**Work required:**
Repeat the following data exactly, omitting pictures.

**Data for this exercise:**
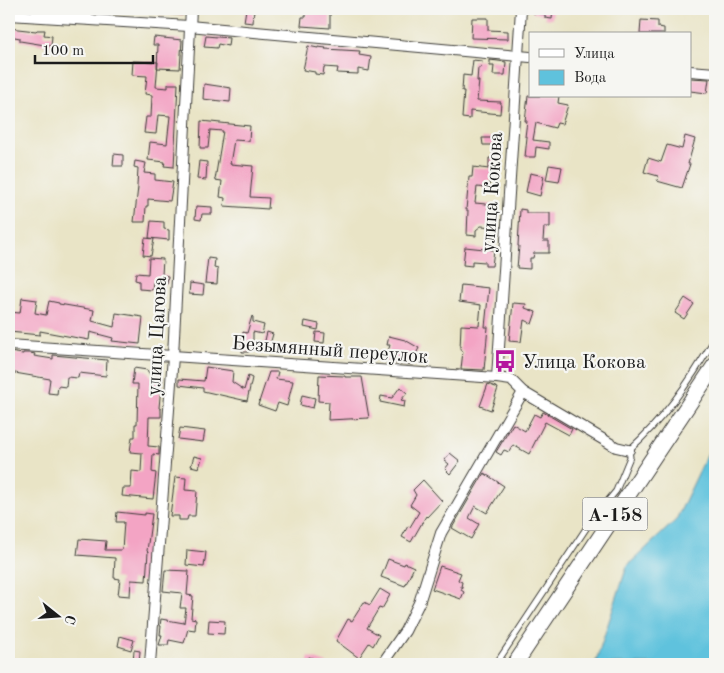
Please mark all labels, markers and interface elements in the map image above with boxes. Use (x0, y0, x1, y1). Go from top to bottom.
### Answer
scale bar (35, 32, 152, 64)
legend (529, 32, 692, 98)
text: 100 m (42, 44, 84, 59)
text: Улица (574, 47, 615, 62)
text: Вода (574, 71, 607, 86)
street label: улица Кокова (479, 131, 507, 253)
street label: улица Цагова (145, 276, 171, 396)
street label: Безымянный переулок (231, 334, 429, 368)
bus stop icon: Улица Кокова (492, 348, 518, 374)
place label: Улица Кокова (522, 353, 646, 373)
road number: А-158 (582, 498, 648, 530)
north arrow (32, 590, 82, 640)
text: С (61, 613, 78, 626)

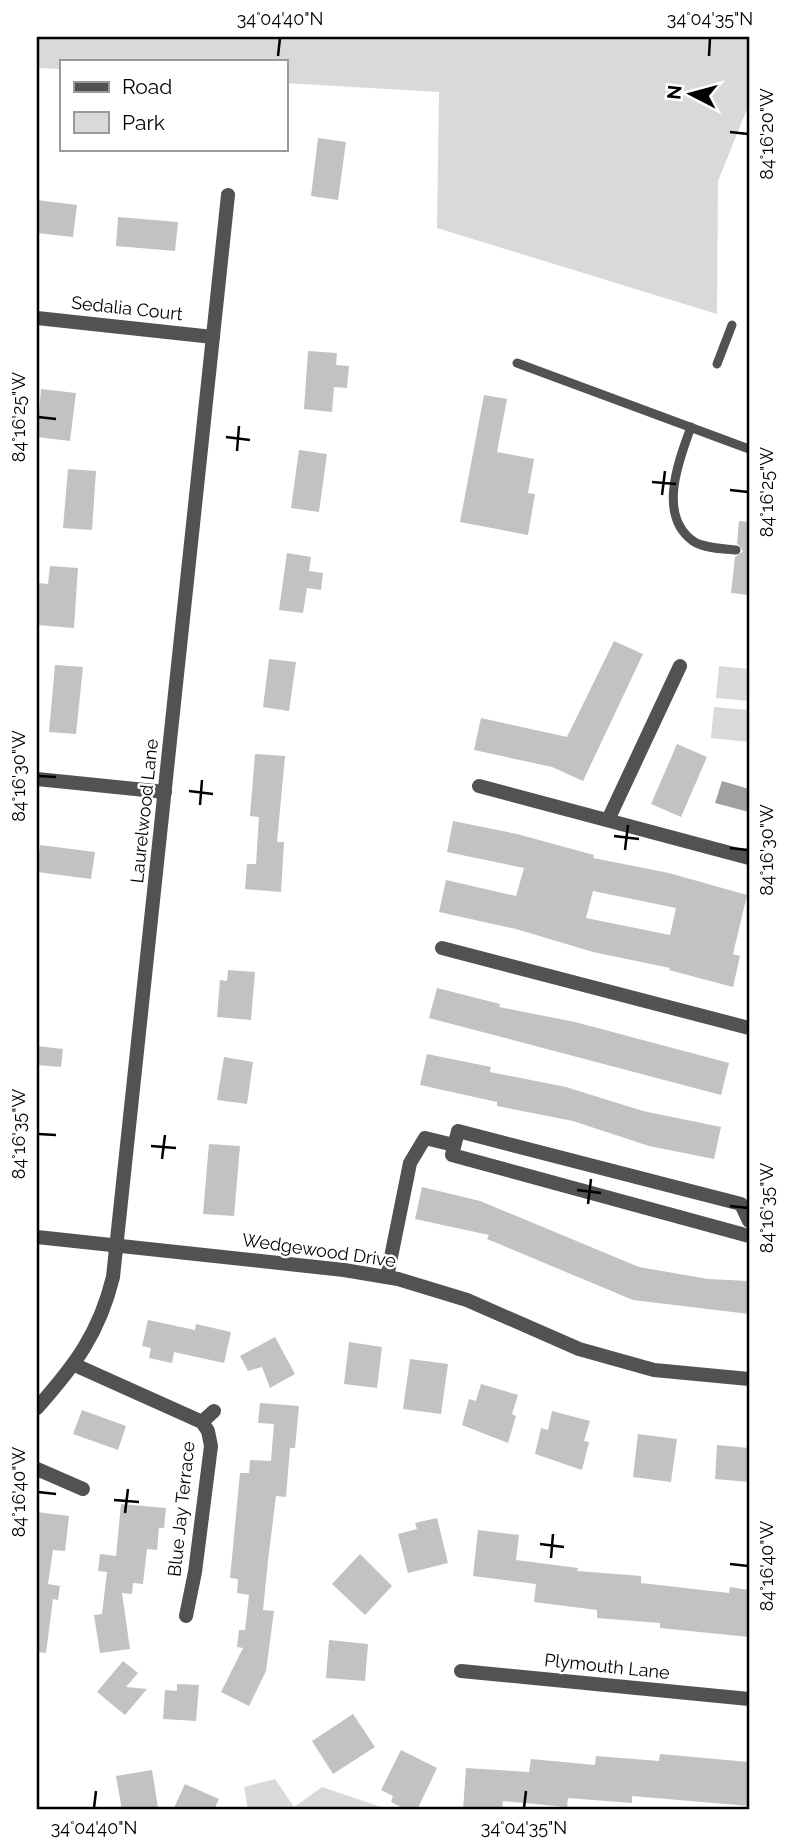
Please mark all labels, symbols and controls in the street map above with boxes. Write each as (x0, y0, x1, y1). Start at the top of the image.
text: 34°04'40"N (237, 8, 323, 29)
text: 34°04'35"N (667, 8, 753, 29)
legend (60, 60, 287, 150)
north arrow (656, 60, 726, 130)
text: Road (122, 74, 172, 99)
text: N (662, 84, 686, 101)
text: 84°16'20"W (756, 88, 777, 180)
text: Park (122, 110, 165, 135)
street label: Sedalia Court (70, 292, 184, 324)
text: 84°16'25"W (8, 372, 29, 462)
text: 84°16'25"W (756, 447, 777, 537)
text: 84°16'30"W (8, 730, 29, 822)
street label: Laurelwood Lane (126, 737, 162, 884)
text: 84°16'30"W (756, 804, 777, 896)
text: 84°16'35"W (8, 1089, 29, 1179)
text: 84°16'35"W (756, 1163, 777, 1253)
street label: Wedgewood Drive (241, 1229, 398, 1271)
street label: Blue Jay Terrace (163, 1440, 199, 1578)
text: 84°16'40"W (8, 1447, 29, 1537)
text: 84°16'40"W (756, 1521, 777, 1611)
street label: Plymouth Lane (543, 1649, 671, 1683)
text: 34°04'40"N (51, 1817, 137, 1838)
text: 34°04'35"N (481, 1817, 567, 1838)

**Task answer:**
Please mark all labels, markers and interface elements in the map image above with boxes. Use (x0, y0, x1, y1). Go from top to bottom.
### Answer
scale bar (35, 32, 152, 64)
legend (529, 32, 692, 98)
text: 100 m (42, 44, 84, 59)
text: Улица (574, 47, 615, 62)
text: Вода (574, 71, 607, 86)
street label: улица Кокова (479, 131, 507, 253)
street label: улица Цагова (145, 276, 171, 396)
street label: Безымянный переулок (231, 334, 429, 368)
bus stop icon: Улица Кокова (492, 348, 518, 374)
place label: Улица Кокова (522, 353, 646, 373)
road number: А-158 (582, 498, 648, 530)
north arrow (32, 590, 82, 640)
text: С (61, 613, 78, 626)

Please mark all labels, symbols and controls in the street map above with boxes. Write each as (x0, y0, x1, y1). Start at the top of the image.
text: 34°04'40"N (237, 8, 323, 29)
text: 34°04'35"N (667, 8, 753, 29)
legend (60, 60, 287, 150)
north arrow (656, 60, 726, 130)
text: Road (122, 74, 172, 99)
text: N (662, 84, 686, 101)
text: 84°16'20"W (756, 88, 777, 180)
text: Park (122, 110, 165, 135)
street label: Sedalia Court (70, 292, 184, 324)
text: 84°16'25"W (8, 372, 29, 462)
text: 84°16'25"W (756, 447, 777, 537)
text: 84°16'30"W (8, 730, 29, 822)
street label: Laurelwood Lane (126, 737, 162, 884)
text: 84°16'30"W (756, 804, 777, 896)
text: 84°16'35"W (8, 1089, 29, 1179)
text: 84°16'35"W (756, 1163, 777, 1253)
street label: Wedgewood Drive (241, 1229, 398, 1271)
street label: Blue Jay Terrace (163, 1440, 199, 1578)
text: 84°16'40"W (8, 1447, 29, 1537)
text: 84°16'40"W (756, 1521, 777, 1611)
street label: Plymouth Lane (543, 1649, 671, 1683)
text: 34°04'40"N (51, 1817, 137, 1838)
text: 34°04'35"N (481, 1817, 567, 1838)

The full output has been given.